Dmitri Rusakov obtained his PhD in Biophysics / Neurobiology in 1988 from Bogomoletz Institute of Physiology (Kiev). He moved to the UK to work with Mike Stewart and Steven Rose (The Open University) and Tim Bliss and Alan Fine (National Institute for Medical Research, London), before starting an independent career (MRC Career Award) in 1999. Since 2000 has been at University College London Institute of Neurology. Obtained Wellcome Trust Senior Fellowship in 2003 and in 2008, appointed Professor (Chair) of Neuroscience in 2007. Elected to Academia Europaea in 2012, in 2013 obtained Wellcome Trust Principal Fellowship and an ERC Advanced Grant. Research interests include mechanisms of central synaptic transmission, formation of memory trace, astroglia-neuron communication, and principles of signal integration in the brain, in health and disease.
Title of the talk: Activity-dependent plasticity of synaptic microenvironment
Receptor actions of glutamate escaping the synaptic cleft play an important role in excitatory signal integration across central neural circuits, also impacting on brain cognitive function. The degree of glutamate escape is critically controlled by astroglia which also generate molecular signals essential for induction of synaptic plasticity.
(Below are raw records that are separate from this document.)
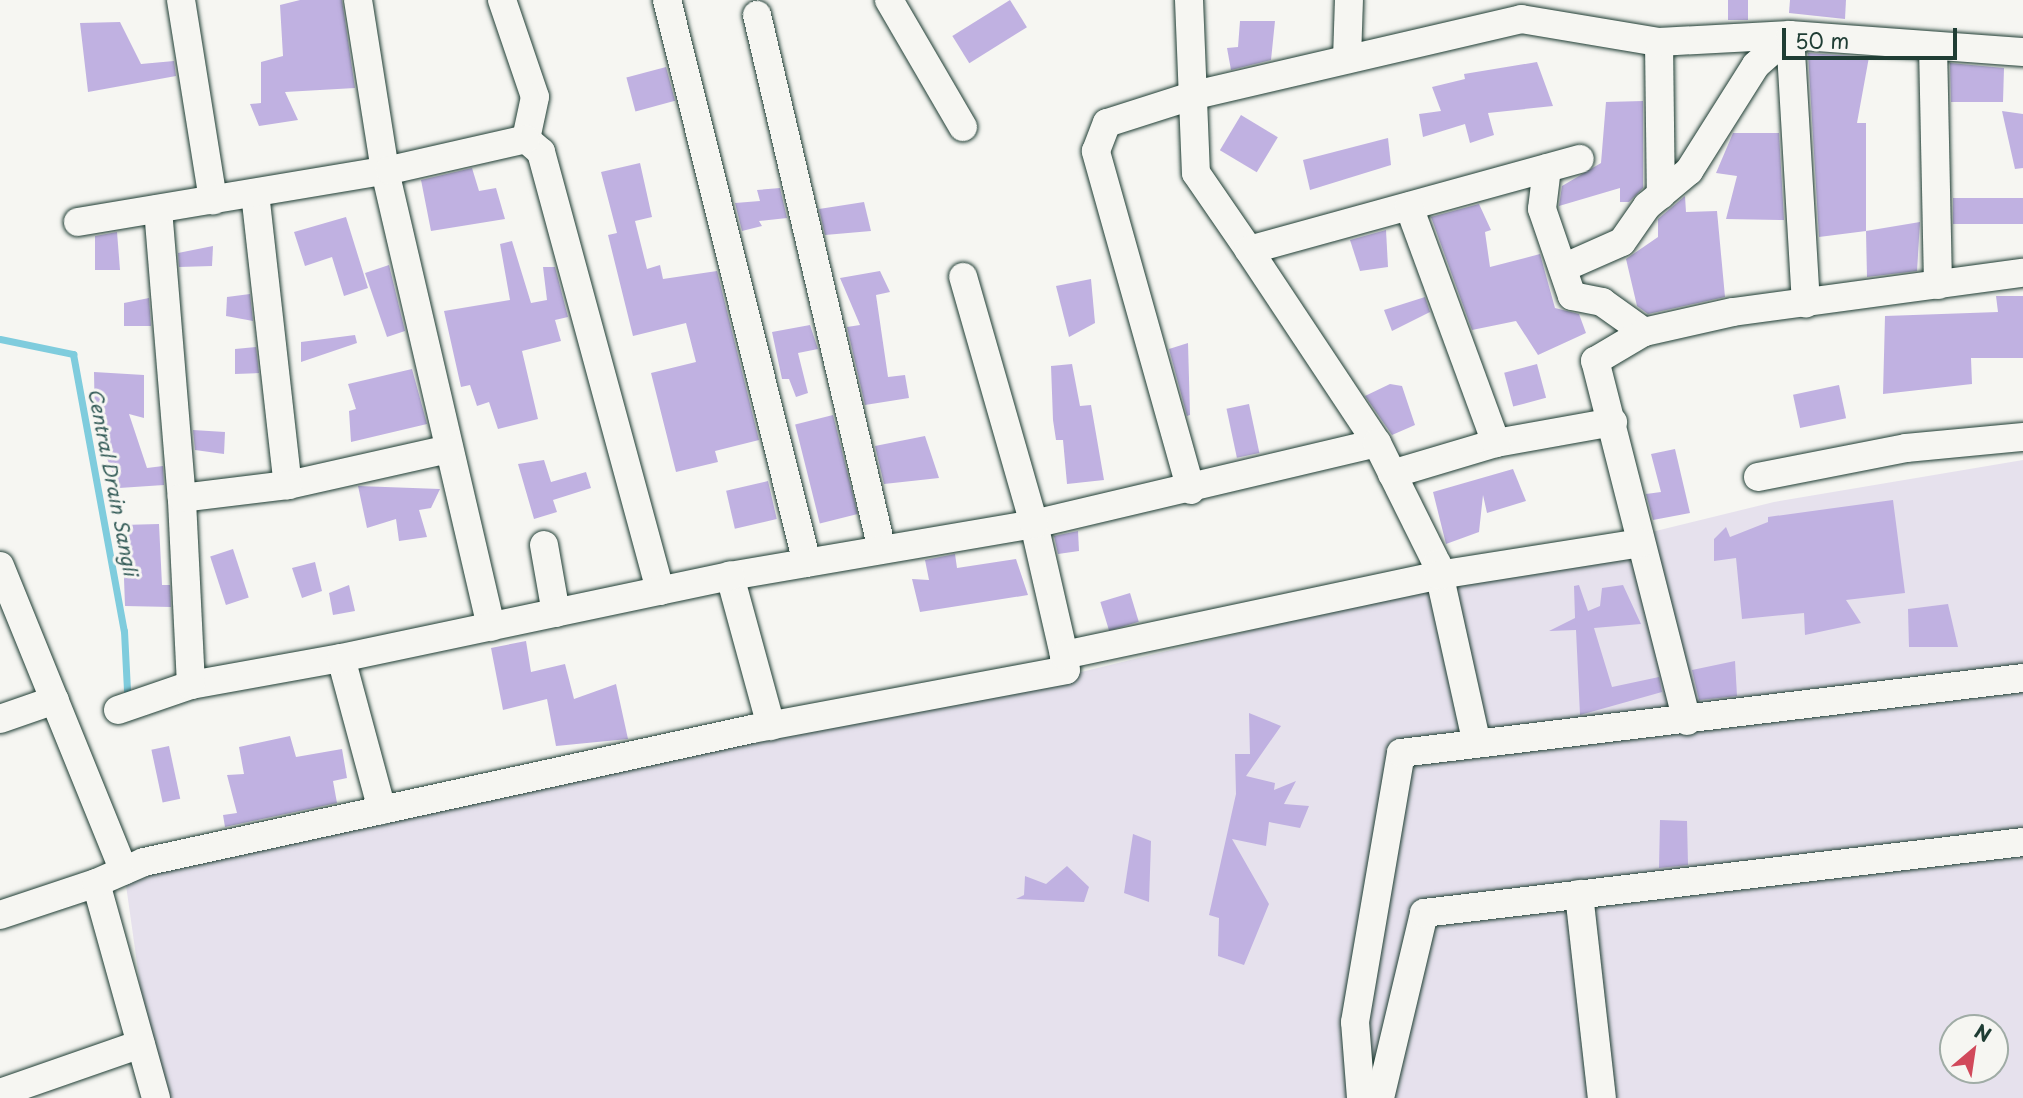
<!DOCTYPE html>
<style>
body{margin:0}
#map{position:relative;width:2023px;height:1098px;overflow:hidden;background:#f6f6f2;font-family:"Playpen Sans",sans-serif}
div>[style]{position:absolute}
[style*='--x']{left:calc(var(--x)*1px);top:calc(var(--y)*1px);width:calc(var(--w)*1px);rotate:calc(var(--a)*1deg)}
.built>*{inset:0;background:#e6e1ed}
.stream>*{height:7px;margin:-3.5px;padding:0 3.5px;transform-origin:3.5px;border-radius:3.5px;background:#7fccdd}
.building>*{inset:0;background:#c0b1e1;transform-origin:0 0}
.roads{filter:drop-shadow(0 0 2px #1f3d34) drop-shadow(0 0 2px #1f3d34)}
.street>*{height:28px;margin:-14px;padding:0 14px;transform-origin:14px;border-radius:14px;background:#f6f6f2}
span{translate:-50% -50%;white-space:nowrap;text-align:center;line-height:1.15;-webkit-text-stroke:6px #f6f6f2;paint-order:stroke}
.water-label{font-size:19px;color:#325a56;font-style:italic}
.north{position:absolute;left:1939px;top:1014px;width:70px;height:70px;box-sizing:border-box;background:#f6f6f2;border:2px solid #a0aca6;border-radius:50%;rotate:29deg;font-size:19px;font-weight:700;line-height:28px;text-align:center;color:#1f3d34}
.north::after{content:'';display:block;margin:auto;width:24px;height:32px;background:#d1495b;clip-path:polygon(50% 0,100% 100%,50% 72%,0 100%)}
.scale{position:absolute;left:1782px;top:28px;width:175px;height:32px;box-sizing:border-box;border:4px solid #1f3d34;border-top:0;padding-left:9px;font-size:21px;line-height:24px;white-space:nowrap;color:#1f3d34;-webkit-text-stroke:5px #f6f6f2;paint-order:stroke}
</style>
<div id="map">
<div class="built">
<i style="clip-path:polygon(evenodd,2023px 460px,2023px 1098px,156px 1098px,124px 871px,1065px 676px,1774px 502px,2023px 460px,1953px 1028px,1995px 1028px,1995px 1070px,1953px 1070px,1953px 1028px)"></i>
</div>
<div class="stream">
<i style="--x:0;--y:339;--w:75;--a:11.6"></i>
<i style="--x:73;--y:354;--w:282;--a:79.6"></i>
<i style="--x:124;--y:631;--w:59;--a:87.1"></i>
</div>
<div class="building">
<i style="clip-path:polygon(300px 0,342px 0,355px 88px,285px 92px,298px 120px,259px 126px,250px 104px,261px 103px,261px 62px,283px 56px,280px 5px)"></i>
<i style="left:1010px;top:0;width:32px;height:68px;rotate:58deg"></i>
<i style="left:1728px;top:0;width:20px;height:20px"></i>
<i style="clip-path:polygon(1790px 0,1846px 0,1845px 19px,1789px 13px)"></i>
<i style="clip-path:polygon(1240px 21px,1275px 21px,1271px 60px,1231px 70px,1227px 48px,1238px 47px)"></i>
<i style="clip-path:polygon(120px 22px,141px 64px,174px 61px,176px 76px,88px 92px,80px 23px)"></i>
<i style="clip-path:polygon(1808px 53px,1869px 57px,1857px 123px,1866px 123px,1866px 231px,1819px 237px)"></i>
<i style="clip-path:polygon(1537px 62px,1553px 106px,1488px 113px,1494px 135px,1470px 143px,1465px 124px,1423px 137px,1419px 114px,1441px 111px,1432px 87px,1465px 79px,1464px 74px)"></i>
<i style="clip-path:polygon(1950px 63px,2004px 68px,2003px 102px,1951px 102px)"></i>
<i style="left:666px;top:67px;width:35px;height:41px;rotate:75deg"></i>
<i style="clip-path:polygon(1643px 101px,1643px 188px,1629px 202px,1620px 202px,1620px 188px,1559px 206px,1562px 186px,1601px 163px,1606px 102px)"></i>
<i style="clip-path:polygon(2002px 111px,2023px 114px,2023px 168px,2015px 169px)"></i>
<i style="left:1241px;top:115px;width:43px;height:41px;rotate:31deg"></i>
<i style="clip-path:polygon(1733px 133px,1779px 133px,1784px 220px,1726px 219px,1737px 176px,1716px 173px)"></i>
<i style="clip-path:polygon(1388px 138px,1391px 165px,1310px 190px,1303px 160px)"></i>
<i style="clip-path:polygon(640px 163px,652px 217px,635px 221px,647px 269px,660px 265px,663px 279px,717px 271px,759px 440px,715px 451px,718px 462px,676px 472px,651px 373px,696px 362px,686px 323px,633px 336px,608px 235px,617px 233px,601px 172px)"></i>
<i style="clip-path:polygon(472px 168px,479px 191px,496px 188px,505px 219px,431px 231px,421px 180px)"></i>
<i style="clip-path:polygon(780px 188px,787px 218px,759px 221px,762px 226px,742px 231px,735px 203px,760px 201px,757px 190px)"></i>
<i style="clip-path:polygon(1685px 196px,1686px 212px,1717px 211px,1725px 297px,1648px 314px,1637px 306px,1626px 259px,1658px 237px,1658px 219px)"></i>
<i style="left:1953px;top:198px;width:70px;height:26px"></i>
<i style="clip-path:polygon(864px 202px,871px 231px,825px 235px,819px 209px)"></i>
<i style="clip-path:polygon(1479px 204px,1491px 230px,1485px 232px,1490px 267px,1540px 254px,1555px 308px,1579px 314px,1586px 333px,1538px 355px,1516px 321px,1472px 330px,1431px 217px)"></i>
<i style="clip-path:polygon(346px 217px,368px 288px,344px 296px,332px 257px,305px 266px,294px 232px)"></i>
<i style="clip-path:polygon(1920px 222px,1917px 271px,1867px 277px,1866px 231px)"></i>
<i style="clip-path:polygon(1386px 230px,1388px 267px,1360px 271px,1350px 240px)"></i>
<i style="clip-path:polygon(117px 232px,120px 270px,95px 270px,95px 236px)"></i>
<i style="clip-path:polygon(512px 241px,531px 303px,547px 300px,543px 267px,555px 267px,568px 317px,555px 320px,561px 341px,522px 351px,538px 419px,498px 429px,489px 402px,477px 406px,470px 385px,461px 387px,444px 311px,510px 300px,500px 244px)"></i>
<i style="clip-path:polygon(213px 246px,212px 266px,179px 267px,178px 253px)"></i>
<i style="clip-path:polygon(389px 265px,405px 331px,387px 337px,365px 273px)"></i>
<i style="clip-path:polygon(880px 271px,890px 292px,876px 295px,888px 377px,905px 375px,909px 398px,865px 405px,847px 327px,860px 325px,840px 278px)"></i>
<i style="clip-path:polygon(1091px 279px,1095px 323px,1069px 337px,1056px 286px)"></i>
<i style="clip-path:polygon(250px 294px,253px 321px,226px 316px,227px 297px)"></i>
<i style="clip-path:polygon(1996px 296px,2023px 296px,2023px 358px,1971px 358px,1972px 384px,1883px 394px,1885px 316px,1998px 312px)"></i>
<i style="clip-path:polygon(1425px 297px,1430px 312px,1392px 331px,1384px 310px)"></i>
<i style="clip-path:polygon(149px 298px,151px 326px,124px 326px,124px 303px)"></i>
<i style="clip-path:polygon(810px 325px,818px 349px,798px 353px,808px 393px,796px 397px,789px 379px,782px 379px,772px 332px)"></i>
<i style="clip-path:polygon(355px 335px,357px 343px,301px 362px,301px 342px)"></i>
<i style="clip-path:polygon(1188px 343px,1190px 415px,1187px 416px,1169px 349px)"></i>
<i style="clip-path:polygon(256px 347px,259px 373px,235px 374px,235px 349px)"></i>
<i style="clip-path:polygon(1072px 364px,1080px 406px,1091px 405px,1104px 480px,1067px 484px,1063px 440px,1056px 440px,1053px 420px,1051px 366px)"></i>
<i style="left:1537px;top:364px;width:35px;height:34px;rotate:75deg"></i>
<i style="clip-path:polygon(412px 369px,427px 424px,351px 442px,349px 411px,356px 409px,348px 384px)"></i>
<i style="clip-path:polygon(94px 372px,144px 375px,144px 418px,129px 414px,147px 468px,163px 466px,164px 485px,119px 488px,95px 429px)"></i>
<i style="clip-path:polygon(1390px 384px,1402px 386px,1415px 425px,1392px 435px,1365px 396px)"></i>
<i style="left:1839px;top:385px;width:34px;height:47px;rotate:78deg"></i>
<i style="left:1249px;top:404px;width:50px;height:23px;rotate:78deg"></i>
<i style="left:833px;top:415px;width:102px;height:39px;rotate:76deg"></i>
<i style="clip-path:polygon(193px 430px,225px 432px,224px 454px,195px 450px)"></i>
<i style="clip-path:polygon(925px 436px,939px 478px,884px 484px,875px 446px)"></i>
<i style="clip-path:polygon(1675px 449px,1690px 513px,1653px 520px,1646px 494px,1661px 492px,1651px 454px)"></i>
<i style="clip-path:polygon(544px 460px,551px 482px,586px 472px,591px 488px,553px 500px,557px 512px,534px 519px,518px 464px)"></i>
<i style="clip-path:polygon(1513px 469px,1526px 501px,1487px 513px,1483px 495px,1479px 532px,1446px 544px,1433px 492px)"></i>
<i style="left:768px;top:481px;width:39px;height:43px;rotate:77deg"></i>
<i style="clip-path:polygon(358px 486px,440px 489px,431px 508px,419px 510px,427px 537px,399px 541px,396px 519px,367px 528px)"></i>
<i style="clip-path:polygon(1893px 500px,1905px 593px,1846px 600px,1861px 623px,1805px 635px,1804px 613px,1742px 619px,1736px 558px,1714px 561px,1714px 539px,1726px 527px,1730px 537px,1768px 522px,1768px 517px)"></i>
<i style="clip-path:polygon(159px 524px,162px 585px,170px 585px,171px 607px,125px 606px,122px 525px)"></i>
<i style="clip-path:polygon(1078px 531px,1079px 551px,1058px 554px,1054px 536px)"></i>
<i style="left:233px;top:549px;width:51px;height:24px;rotate:72deg"></i>
<i style="clip-path:polygon(955px 554px,957px 568px,1016px 559px,1028px 595px,920px 612px,912px 579px,929px 580px,925px 560px)"></i>
<i style="clip-path:polygon(315px 562px,322px 591px,302px 598px,292px 568px)"></i>
<i style="clip-path:polygon(349px 585px,355px 611px,333px 615px,329px 593px)"></i>
<i style="clip-path:polygon(1579px 585px,1588px 611px,1600px 606px,1602px 588px,1623px 585px,1641px 624px,1594px 628px,1612px 687px,1659px 677px,1662px 692px,1580px 715px,1576px 630px,1549px 631px,1575px 618px,1574px 586px)"></i>
<i style="left:1130px;top:593px;width:30px;height:31px;rotate:73deg"></i>
<i style="clip-path:polygon(1948px 604px,1958px 647px,1909px 647px,1908px 609px)"></i>
<i style="clip-path:polygon(526px 641px,531px 672px,565px 664px,574px 699px,616px 684px,628px 739px,556px 746px,547px 699px,503px 710px,491px 648px)"></i>
<i style="clip-path:polygon(1735px 661px,1737px 696px,1699px 700px,1692px 670px)"></i>
<i style="clip-path:polygon(1249px 713px,1281px 726px,1246px 776px,1275px 783px,1274px 790px,1296px 781px,1284px 804px,1309px 806px,1300px 828px,1269px 822px,1266px 846px,1232px 839px,1269px 904px,1244px 965px,1218px 956px,1219px 918px,1209px 915px,1236px 794px,1235px 754px,1250px 754px)"></i>
<i style="clip-path:polygon(290px 736px,296px 757px,342px 749px,347px 778px,333px 781px,337px 803px,225px 827px,223px 815px,237px 813px,227px 775px,244px 774px,239px 747px)"></i>
<i style="left:169px;top:746px;width:54px;height:18px;rotate:78deg"></i>
<i style="clip-path:polygon(1660px 820px,1687px 821px,1688px 865px,1659px 868px)"></i>
<i style="clip-path:polygon(1133px 834px,1151px 841px,1149px 902px,1124px 893px)"></i>
<i style="clip-path:polygon(1067px 866px,1089px 887px,1084px 902px,1016px 899px,1024px 895px,1025px 876px,1046px 884px)"></i>
</div>
<div class="roads">
<div class="street">
<i style="--x:181;--y:0;--w:203;--a:80.9"></i>
<i style="--x:358;--y:0;--w:173;--a:81"></i>
<i style="--x:385;--y:171;--w:468;--a:76.9"></i>
<i style="--x:502;--y:0;--w:102;--a:71.2"></i>
<i style="--x:535;--y:97;--w:43;--a:102.1"></i>
<i style="--x:667;--y:0;--w:580;--a:76.04"></i>
<i style="--x:889;--y:0;--w:147;--a:59.8"></i>
<i style="--x:1189;--y:0;--w:173;--a:87.7"></i>
<i style="--x:1196;--y:173;--w:93;--a:55.5"></i>
<i style="--x:757;--y:15;--w:549;--a:76.85"></i>
<i style="--x:1659;--y:42;--w:153;--a:89.3"></i>
<i style="--x:1933;--y:46;--w:239;--a:88.8"></i>
<i style="--x:1347;--y:59;--w:59;--a:-88.1"></i>
<i style="--x:526;--y:139;--w:20;--a:41"></i>
<i style="--x:541;--y:152;--w:455;--a:74.8"></i>
<i style="--x:1547;--y:168;--w:41;--a:97"></i>
<i style="--x:1542;--y:209;--w:92;--a:71"></i>
<i style="--x:1572;--y:296;--w:31;--a:11"></i>
<i style="--x:1602;--y:302;--w:52;--a:35.5"></i>
<i style="--x:255;--y:193;--w:294;--a:83.6"></i>
<i style="--x:288;--y:485;--w:165;--a:-12.6"></i>
<i style="--x:158;--y:209;--w:290;--a:85.3"></i>
<i style="--x:78;--y:222;--w:316;--a:-9.5"></i>
<i style="--x:390;--y:170;--w:139;--a:-12.8"></i>
<i style="--x:1563;--y:268;--w:64;--a:-23.8"></i>
<i style="--x:1622;--y:242;--w:44;--a:-55.2"></i>
<i style="--x:1647;--y:206;--w:55;--a:-39.8"></i>
<i style="--x:1689;--y:171;--w:125;--a:-57.7"></i>
<i style="--x:1756;--y:65;--w:45;--a:-41.4"></i>
<i style="--x:1790;--y:35;--w:269;--a:86.6"></i>
<i style="--x:1377;--y:443;--w:232;--a:-123.6"></i>
<i style="--x:1249;--y:250;--w:343;--a:-15.4"></i>
<i style="--x:1496;--y:443;--w:119;--a:-10.2"></i>
<i style="--x:1392;--y:474;--w:109;--a:-16.6"></i>
<i style="--x:1496;--y:443;--w:252;--a:-110.2"></i>
<i style="--x:1758;--y:477;--w:151;--a:-11.1"></i>
<i style="--x:1906;--y:448;--w:118;--a:-5.4"></i>
<i style="--x:1191;--y:490;--w:352;--a:-105.7"></i>
<i style="--x:1096;--y:151;--w:30;--a:-69"></i>
<i style="--x:1107;--y:123;--w:92;--a:-17.7"></i>
<i style="--x:1195;--y:95;--w:335;--a:-13.1"></i>
<i style="--x:1521;--y:19;--w:140;--a:9.5"></i>
<i style="--x:1659;--y:42;--w:131;--a:-3.1"></i>
<i style="--x:1790;--y:35;--w:234;--a:4.2"></i>
<i style="--x:544;--y:545;--w:69;--a:80"></i>
<i style="--x:0;--y:566;--w:329;--a:67.9"></i>
<i style="--x:1064;--y:655;--w:134;--a:-102.9"></i>
<i style="--x:1034;--y:524;--w:352;--a:-13.3"></i>
<i style="--x:1377;--y:443;--w:135;--a:63.6"></i>
<i style="--x:1437;--y:564;--w:184;--a:77.5"></i>
<i style="--x:191;--y:685;--w:152;--a:-10.2"></i>
<i style="--x:118;--y:710;--w:77;--a:-18.9"></i>
<i style="--x:191;--y:685;--w:187;--a:-92.8"></i>
<i style="--x:182;--y:498;--w:107;--a:-7"></i>
<i style="--x:0;--y:719;--w:58;--a:-19.1"></i>
<i style="--x:1687;--y:721;--w:372;--a:-104.3"></i>
<i style="--x:1595;--y:361;--w:57;--a:-30.6"></i>
<i style="--x:1644;--y:332;--w:91;--a:-12.7"></i>
<i style="--x:1733;--y:312;--w:293;--a:-7.7"></i>
<i style="--x:771;--y:726;--w:156;--a:-105.3"></i>
<i style="--x:730;--y:576;--w:308;--a:-9.7"></i>
<i style="--x:1034;--y:524;--w:257;--a:-106"></i>
<i style="--x:382;--y:810;--w:157;--a:-105.1"></i>
<i style="--x:341;--y:658;--w:398;--a:-11.9"></i>
<i style="--x:1579;--y:894;--w:205;--a:83.6"></i>
<i style="--x:0;--y:915;--w:101;--a:-18.4"></i>
<i style="--x:0;--y:1093;--w:149;--a:-19.2"></i>
<i style="--x:156;--y:1098;--w:223;--a:-105.6"></i>
<i style="--x:96;--y:883;--w:52;--a:-23.6"></i>
<i style="--x:144;--y:862;--w:622;--a:-12.34"></i>
<i style="--x:752;--y:729;--w:319;--a:-10.6"></i>
<i style="--x:1066;--y:670;--w:15;--a:-98"></i>
<i style="--x:1064;--y:655;--w:383;--a:-12"></i>
<i style="--x:1439;--y:575;--w:204;--a:-9"></i>
<i style="--x:1361;--y:1098;--w:76;--a:-94.5"></i>
<i style="--x:1355;--y:1022;--w:273;--a:-80.3"></i>
<i style="--x:1401;--y:753;--w:627;--a:-6.88"></i>
<i style="--x:1380;--y:1098;--w:190;--a:-76.6"></i>
<i style="--x:1424;--y:913;--w:603;--a:-6.76"></i>
</div>
</div>
<div class="water-label">
<span style="left:113px;top:482px;rotate:79deg">Central Drain Sangli</span>
</div>
<div class="north">N</div>
<div class="scale">50 m</div>
</div>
Whether perisynaptic astrocyte processes also undergo plastic changes remains poorly understood. We monitored perisynaptic astroglia using light diffraction-insensitive microscopy methods and found that the induction of a classical synaptic memory paradigm, long-term potentiation (LTP), in situ and in vivo, triggers astroglial withdrawal from potentiated synapses. Optical glutamate sensors combined with single-cell electrophysiology in situ revealed that LTP-triggered astroglial withdrawal facilitates extrasynaptic glutamate escape boosting NMDA receptor-mediated cross-talk among neighbouring synapses. This phenomenon depends on astroglial NKCC1 transporters and successful LTP induction whereas the latter does not require astrocyte morphogenesis. Thus, induction of synaptic plasticity also engages an astroglial mechanism regulating glutamate signalling landscape in local micro-circuits of the brain.